Le conseguenze dell’assalto alle istituzioni

Probabilmente, e paradossalmente, l’assalto agli edifici della democrazia non gioverà al bolsonarismo e ne altererà l’unità interna. Il tentativo di colpo di stato non è stato messo in atto dall’intero corpo elettorale che ha votato per il candidato di destra, ma solamente dai suoi sostenitori più radicali e ideologizzati.

Allo stesso modo, un sondaggio condotto dall’istituto di ricerca Quaest mostra che circa il 90% dei brasiliani condanna gli attacchi alle istituzioni democratiche; si tratta di una percentuale molto più ampia rispetto a quella dei semplici elettori di Lula.

Il fallimento del tentativo di colpo di Stato rafforza dunque il potere di Lula da Silva.
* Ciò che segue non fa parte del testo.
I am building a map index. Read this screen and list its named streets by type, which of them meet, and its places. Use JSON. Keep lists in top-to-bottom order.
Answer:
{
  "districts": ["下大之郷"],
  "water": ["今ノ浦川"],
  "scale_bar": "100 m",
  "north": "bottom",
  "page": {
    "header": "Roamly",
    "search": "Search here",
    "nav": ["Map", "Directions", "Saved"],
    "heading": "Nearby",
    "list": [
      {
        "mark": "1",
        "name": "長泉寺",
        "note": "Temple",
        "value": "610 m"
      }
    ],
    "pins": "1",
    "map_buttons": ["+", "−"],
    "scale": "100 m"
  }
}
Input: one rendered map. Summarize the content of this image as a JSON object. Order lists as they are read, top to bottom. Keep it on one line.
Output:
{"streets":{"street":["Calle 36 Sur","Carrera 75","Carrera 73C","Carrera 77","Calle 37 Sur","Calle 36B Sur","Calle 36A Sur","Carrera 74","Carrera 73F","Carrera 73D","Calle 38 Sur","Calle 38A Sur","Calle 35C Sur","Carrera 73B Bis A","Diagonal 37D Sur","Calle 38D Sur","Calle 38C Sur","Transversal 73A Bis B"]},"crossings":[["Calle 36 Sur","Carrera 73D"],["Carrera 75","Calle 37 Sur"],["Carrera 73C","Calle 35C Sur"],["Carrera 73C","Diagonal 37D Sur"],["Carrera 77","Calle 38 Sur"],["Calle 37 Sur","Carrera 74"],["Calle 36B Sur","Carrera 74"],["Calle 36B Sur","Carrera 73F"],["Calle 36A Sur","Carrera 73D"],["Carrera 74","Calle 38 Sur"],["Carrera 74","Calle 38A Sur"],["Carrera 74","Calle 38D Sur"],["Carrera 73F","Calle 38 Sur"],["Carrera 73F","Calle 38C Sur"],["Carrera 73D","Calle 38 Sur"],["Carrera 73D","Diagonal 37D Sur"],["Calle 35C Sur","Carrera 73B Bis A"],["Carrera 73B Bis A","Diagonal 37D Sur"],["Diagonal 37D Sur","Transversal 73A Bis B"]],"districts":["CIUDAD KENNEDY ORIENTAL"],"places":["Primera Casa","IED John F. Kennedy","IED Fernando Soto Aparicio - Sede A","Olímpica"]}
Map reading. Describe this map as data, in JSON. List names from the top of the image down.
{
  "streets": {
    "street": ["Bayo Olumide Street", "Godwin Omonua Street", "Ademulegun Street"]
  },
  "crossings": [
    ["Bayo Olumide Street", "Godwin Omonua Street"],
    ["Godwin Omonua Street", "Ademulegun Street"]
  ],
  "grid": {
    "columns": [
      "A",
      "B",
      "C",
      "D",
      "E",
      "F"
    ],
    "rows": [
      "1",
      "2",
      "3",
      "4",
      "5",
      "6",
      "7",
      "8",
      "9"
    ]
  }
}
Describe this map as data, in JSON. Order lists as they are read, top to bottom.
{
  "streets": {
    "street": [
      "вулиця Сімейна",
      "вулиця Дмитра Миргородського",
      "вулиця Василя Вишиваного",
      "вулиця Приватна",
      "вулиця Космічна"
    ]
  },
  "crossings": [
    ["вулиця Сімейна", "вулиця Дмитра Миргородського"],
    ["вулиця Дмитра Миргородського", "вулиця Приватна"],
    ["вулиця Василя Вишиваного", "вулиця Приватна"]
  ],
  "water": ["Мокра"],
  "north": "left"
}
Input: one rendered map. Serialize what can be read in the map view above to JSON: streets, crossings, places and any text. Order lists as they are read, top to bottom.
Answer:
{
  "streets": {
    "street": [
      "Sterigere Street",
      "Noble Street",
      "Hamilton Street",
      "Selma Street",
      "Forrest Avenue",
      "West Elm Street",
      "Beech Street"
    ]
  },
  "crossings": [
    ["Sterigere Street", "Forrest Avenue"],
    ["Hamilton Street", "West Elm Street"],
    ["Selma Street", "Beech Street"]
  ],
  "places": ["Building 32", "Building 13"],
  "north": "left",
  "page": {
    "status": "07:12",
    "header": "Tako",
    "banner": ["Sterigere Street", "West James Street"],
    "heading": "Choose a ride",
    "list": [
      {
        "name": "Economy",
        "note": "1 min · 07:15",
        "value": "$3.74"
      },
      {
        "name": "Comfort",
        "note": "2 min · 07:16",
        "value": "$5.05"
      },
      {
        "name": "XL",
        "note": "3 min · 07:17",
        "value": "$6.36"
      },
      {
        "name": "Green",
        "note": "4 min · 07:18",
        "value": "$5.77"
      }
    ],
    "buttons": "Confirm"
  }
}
La reazione del neo-eletto governo è stata esemplare e ha mostrato al mondo intero che il Brasile ha solidi anticorpi democratici. Se sarà in grado di sfruttare le occasioni aperte da questa importante vittoria, Lula potrà ampliare le proprie alleanze e conseguire effettivamente l’unità della nazione.

Seppur giunto al potere con una maggioranza esigua, gli eventi dell’8 gennaio hanno fatto sì che gran parte del paese e della politica si stringesse intorno a Lula. Molti uomini politici, un tempo distanti da lui, hanno iniziato ad ammorbidire le critiche nei suoi confronti per evitare di essere confusi con i golpisti. Mantenere un orientamento politico vicino a Bolsonaro è oggi ampiamente considerato «tossico».

Una delle più grandi sfide all’unità della nazione riguarda il dialogo con le chiese evangeliche pentecostali. Lula dovrà cercare di avvicinarsi dapprima alle frange più moderate degli evangelici, che costituiscono la minoranza, e poi cercare di rassicurare quelle più conservatrici.

Per quanto riguarda la galassia bolsonarista, si pensa che la pancia moderata del bolsonarismo possa staccarsi dal suo nucleo duro. Un esito di questo tipo è anche favorito dal fatto che Bolsonaro è finito nel mirino della giustizia, sospettato di aver fomentato dalla Florida quello che viene considerato come il più grave attacco alla democrazia dalla dittatura militare che durò dal 1964 al 1985. I moderati infatti sembrano non essere disposti a seguire Bolsonaro nel vortice della violenza. Verosimilmente essi inizieranno a cercare un leader alternativo da seguire, più moderato.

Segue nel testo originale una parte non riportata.